Supplied entries =
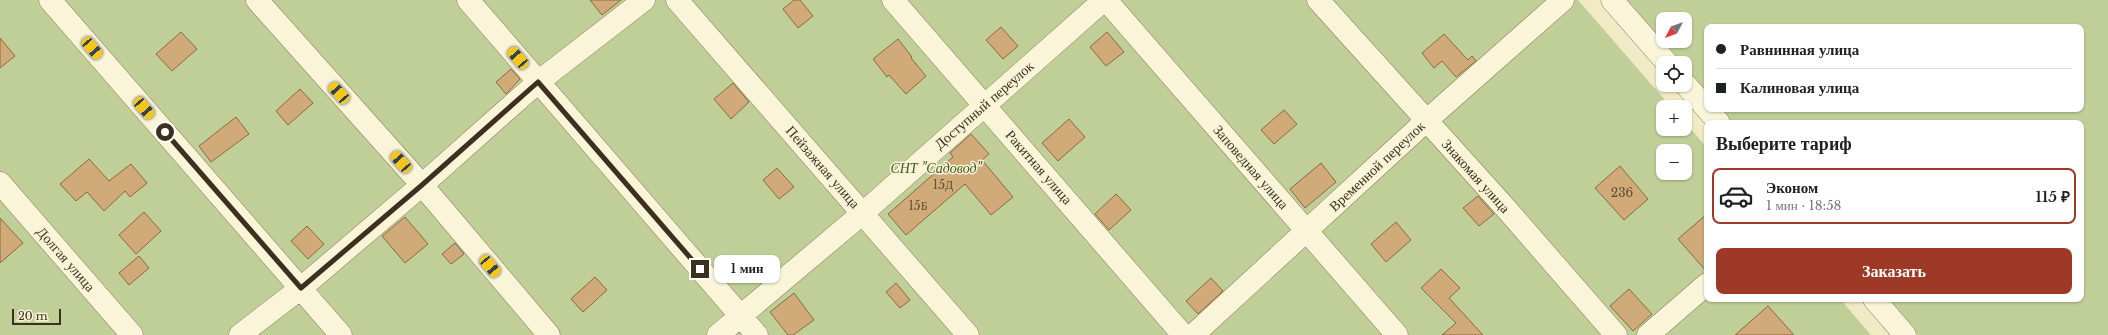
<!DOCTYPE html>
<html lang="ru">
<head>
<meta charset="utf-8">
<style>
  :root { --surface:#fff; --page:#f6f6f6; --text:#202124; --muted:#757577; --line:#e0e0e0; --accent:#9e3827 }
  body { margin:0; font-family:"Libre Baskerville",serif; background:var(--page); color:var(--text); height:100vh; display:flex; flex-direction:column; font-size:15px; white-space:nowrap }
  * { box-sizing:border-box; margin:0 }
  p { font-size:13px; color:var(--muted) }
  .icon { flex:none; width:22px; height:22px; fill:none; stroke:currentColor; stroke-width:2; stroke-linecap:round; stroke-linejoin:round }
  .map { position:relative; flex:1; overflow:hidden }
  .panel { position:absolute; left:1704px; top:120px; width:380px; height:182px; display:flex; flex-direction:column; background:var(--surface); border-radius:8px; box-shadow:0 1px 3px #0004 }
  .panel>* { flex:none }
  .guide { position:absolute; left:1704px; top:24px; width:380px; height:88px; border-radius:8px; box-shadow:0 1px 3px #0004; display:grid; align-content:center; height:88px; padding:0 12px; background:var(--surface) }
  .needle { width:26px; rotate:229deg }
  .controls { position:absolute; left:1656px; top:12px; display:grid; gap:8px }
  .controls a { display:grid; place-items:center; width:36px; height:36px; border-radius:8px; background:var(--surface); box-shadow:0 1px 3px #0004; font-size:20px }
  .scale { position:absolute; left:12px; bottom:10px; width:49px; box-sizing:border-box; padding-left:4px; border:2px solid #3c311e; border-top:0; font-size:11px; line-height:14px; white-space:nowrap; color:#3c311e; -webkit-text-stroke:3px #f7f2d5; paint-order:stroke }
  .end { position:absolute; width:18px; height:18px; margin:-9px; border:5px solid #3c311e; background:#fff; box-shadow:0 0 0 2px #fff }
  .from { border-radius:50% }
  .bubble { position:absolute; height:28px; border-radius:8px; background:var(--surface); box-shadow:0 1px 3px #0004; font-size:13px; font-weight:600; line-height:28px; text-align:center }
  .car { position:absolute; width:12px; height:24px; margin:-12px -6px; border-radius:5px; box-shadow:0 0 3px 1px #0007; background:linear-gradient(#f5c518 24%,#345 0 40%,#f5c518 0 76%,#345 0 86%,#f5c518 0) }
  .guide b { display:flex; align-items:center; gap:14px; height:38px; font-size:15px }
  .guide b+b { border-top:1px solid var(--line) }
  .guide i { width:10px; height:10px; background:var(--text) }
  ul { padding:0; list-style:none }
  li { display:flex; align-items:center; gap:12px; height:56px; margin:0 8px 6px; padding:0 4px; border:2px solid transparent; border-radius:8px }
  li div { flex:1 }
  li b { display:block; font-size:15px }
  li em { font-style:normal; font-weight:600 }
  li.active { border-color:var(--accent) }
  li>.icon { width:36px; height:36px; stroke-width:1.5 }
  h2 { padding:0 12px; font-size:18px; line-height:48px }
  .button { display:flex; gap:8px; margin-top:auto; padding:8px 12px }
  .button a { flex:1; height:46px; border-radius:8px; background:var(--accent); color:#fff; font-size:16px; font-weight:600; line-height:46px; text-align:center }
  .map>svg:first-child { display:block }
  .green { fill:#c0cf98; fill-rule:evenodd }
  .building { fill:#d0aa79; stroke:#8c693f }
  .lines { fill:none; stroke-linecap:round; stroke-linejoin:round }
  .minor-casing { stroke:#8c7c5a; stroke-width:23 }
  .minor { stroke:#faf5d9; stroke-width:22 }
  .route { stroke:#3c311e; stroke-width:5 }
  .labels { text-anchor:middle; stroke-width:3; stroke-linejoin:round; paint-order:stroke }
  .number-label { font-size:12px; fill:#614f35 }
  .street-label { font-size:14px; fill:#3c311e; stroke:#f7f2d5 }
  .park-label { font-size:14px; font-style:italic; fill:#445924; stroke:#f7f2d5 }
</style>
</head>
<body>
<div class="map">
<svg width="2108" height="335" viewBox="0 0 2108 335">
  <rect width="100%" height="100%" fill="#f0eac5"/>
  <path class="green" d="M0,0h1578l93,107h-8v22h22v-7l22,26v151h133l31,36h-1871zM1663,151h22v22h-22z
    M1621,0h487v335h-190l-32,-36h195v-176h-351l-12,-14h363v-82h-374v70l-22,-25v-9h-8zM1663,19h22v22h-22z"/>
  <path class="building" d="M590,0h31l-19,15z
    M794,0h6l13,16 -15,12 -15,-19z
    M1001,27l17,19 -15,13 -17,-19z
    M181,32l16,17 -25,22 -16,-17z
    M1107,32l17,20 -18,14 -16,-19z
    M1444,34l24,26 4,-4 4,5 -20,16 -14,-16 -8,7 -12,-15z
    M0,38l15,18 -15,12z
    M898,39l14,18 -1,1 15,18 -20,18 -17,-19 -2,2 -14,-18z
    M511,69l9,10 -14,15 -10,-12z
    M733,83l16,19 -18,17 -17,-20z
    M300,89l13,14 -25,22 -12,-14z
    M1284,110l13,14 -23,20 -13,-14z
    M236,117l13,17 -38,28 -12,-16z
    M1069,119l16,18 -27,24 -16,-18z
    M971,134l18,20 -7,6 31,37 -22,18 -26,-31 -59,51 -18,-21 65,-57 -3,-4z
    M89,159l20,22 22,-17 16,19 -17,14 -5,-6 -21,20 -17,-19 -11,9 -16,-17z
    M1321,163l15,19 -31,26 -15,-19z
    M1620,166l28,33 -24,21 -29,-32z
    M777,168l17,19 -15,12 -16,-19z
    M1116,194l15,16 -22,20 -14,-16z
    M1478,196l16,18 -15,12 -16,-18z
    M144,212l17,19 -25,23 -17,-19z
    M1707,214v58l-29,-33z
    M405,217l23,27 -23,19 -23,-27z
    M0,218l23,25 -23,20z
    M1396,222l15,18 -25,22 -15,-18z
    M307,226l17,18 -16,15 -17,-18z
    M455,243l9,11 -13,10 -9,-10z
    M139,256l10,12 -20,17 -10,-12z
    M1441,269l19,19 -11,10 34,37h-41l14,-12 -35,-35z
    M595,277l12,13 -24,22 -12,-13z
    M1211,278l12,13 -25,23 -12,-13z
    M896,283l14,17 -10,8 -14,-16z
    M1629,289l23,25 -19,17 -23,-25z
    M794,293l20,27 -21,15h-5l-18,-23z
    M1768,306l26,29h-59z"/>
  <g class="lines">
    <g class="minor-casing">
      <path id="minor" d="M50,0l291,335
        M257,0l165,185 127,150
        M468,0l289,335
        M677,0l291,335
        M893,0l290,335
        M1106,0l291,335
        M1318,0l184,204 114,131
        M1612,0l55,63
        M1685,84l22,25
        M1707,109l12,14
        M0,183l132,152
        M1874,299l31,36
        M240,335l61,-47 121,-103 116,-103 106,-82
        M718,335l145,-122 241,-213
        M1193,335l233,-214 137,-121
        M1648,335l59,-51"/>
    </g>
    <use href="#minor" class="minor"/>
  </g>
  <g class="lines">
    <path class="route" d="M165,132l136,156 121,-103 116,-103 162,187"/>
  </g>
  <g class="labels">
    <g class="number-label">
      <text x="943" y="189">15Д</text>
      <text x="1622" y="197">236</text>
      <text x="918" y="210">15Б</text>
    </g>
    <g class="street-label">
      <text transform="translate(984 105) rotate(-41)" y="5">Доступный переулок</text>
      <text transform="translate(1377 166) rotate(-43)" y="5">Временной переулок</text>
      <text transform="translate(823 167) rotate(49)" y="5">Пейзажная улица</text>
      <text transform="translate(1039 167) rotate(49)" y="5">Ракитная улица</text>
      <text transform="translate(1251 167) rotate(49)" y="5">Заповедная улица</text>
      <text transform="translate(1476 176) rotate(48)" y="5">Знакомая улица</text>
      <text transform="translate(66 259) rotate(49)" y="5">Долгая улица</text>
    </g>
    <g class="park-label">
      <text x="936" y="173">СНТ "Садовод"</text>
    </g>
  </g>
</svg>
<div class="controls">
<a><svg class="needle" viewBox="-14 -14 28 28"><path d="M0-13l5 13h-10z" fill="#e53935"/><path d="M0 13l5-13h-10z" fill="#757577"/></svg></a>
<a><svg class="icon" aria-label="locate" viewBox="0 0 24 24"><circle cx="12" cy="12" r="6"/><path d="M12 2v4M12 18v4M2 12h4M18 12h4"/></svg></a>
<a>+</a>
<a>−</a>
</div>
<div class="scale">20 m</div>
<i class="end from" style="left:165px;top:132px"></i>
<i class="end" style="left:700px;top:269px"></i>
<div class="bubble" style="left:714px;top:255px;width:66px">1 мин</div>
<i class="car" style="left:92px;top:48px;rotate:139deg"></i>
<i class="car" style="left:518px;top:58px;rotate:319deg"></i>
<i class="car" style="left:339px;top:93px;rotate:318deg"></i>
<i class="car" style="left:144px;top:108px;rotate:139deg"></i>
<i class="car" style="left:401px;top:162px;rotate:318deg"></i>
<i class="car" style="left:490px;top:266px;rotate:140deg"></i>
<div class="guide">
<b><i class="from"></i>Равнинная улица</b>
<b><i></i>Калиновая улица</b>
</div>
<section class="panel">
<h2>Выберите тариф</h2>
<ul>
<li class="active"><svg class="icon" aria-label="car" viewBox="0 0 24 24"><path d="M5 17H2v-5l4-1 3-4h7l3 4 3 1v5h-3M9 17h6M6 11h13"/><circle cx="7" cy="17" r="2"/><circle cx="17" cy="17" r="2"/></svg><div><b>Эконом</b><p>1 мин · 18:58</p></div><em>115 ₽</em></li>
</ul>
<div class="button"><a>Заказать</a></div>
</section>
</div>
</body>
</html>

Exercise aim = Retype the records above word for word, from their first line through the line containing "background:var(--page); color:var(--text); height:100vh;", and leave out every picture.

Solution below =
<!DOCTYPE html>
<html lang="ru">
<head>
<meta charset="utf-8">
<style>
  :root { --surface:#fff; --page:#f6f6f6; --text:#202124; --muted:#757577; --line:#e0e0e0; --accent:#9e3827 }
  body { margin:0; font-family:"Libre Baskerville",serif; background:var(--page); color:var(--text); height:100vh; display:flex; flex-direction:column; font-size:15px; white-space:nowrap }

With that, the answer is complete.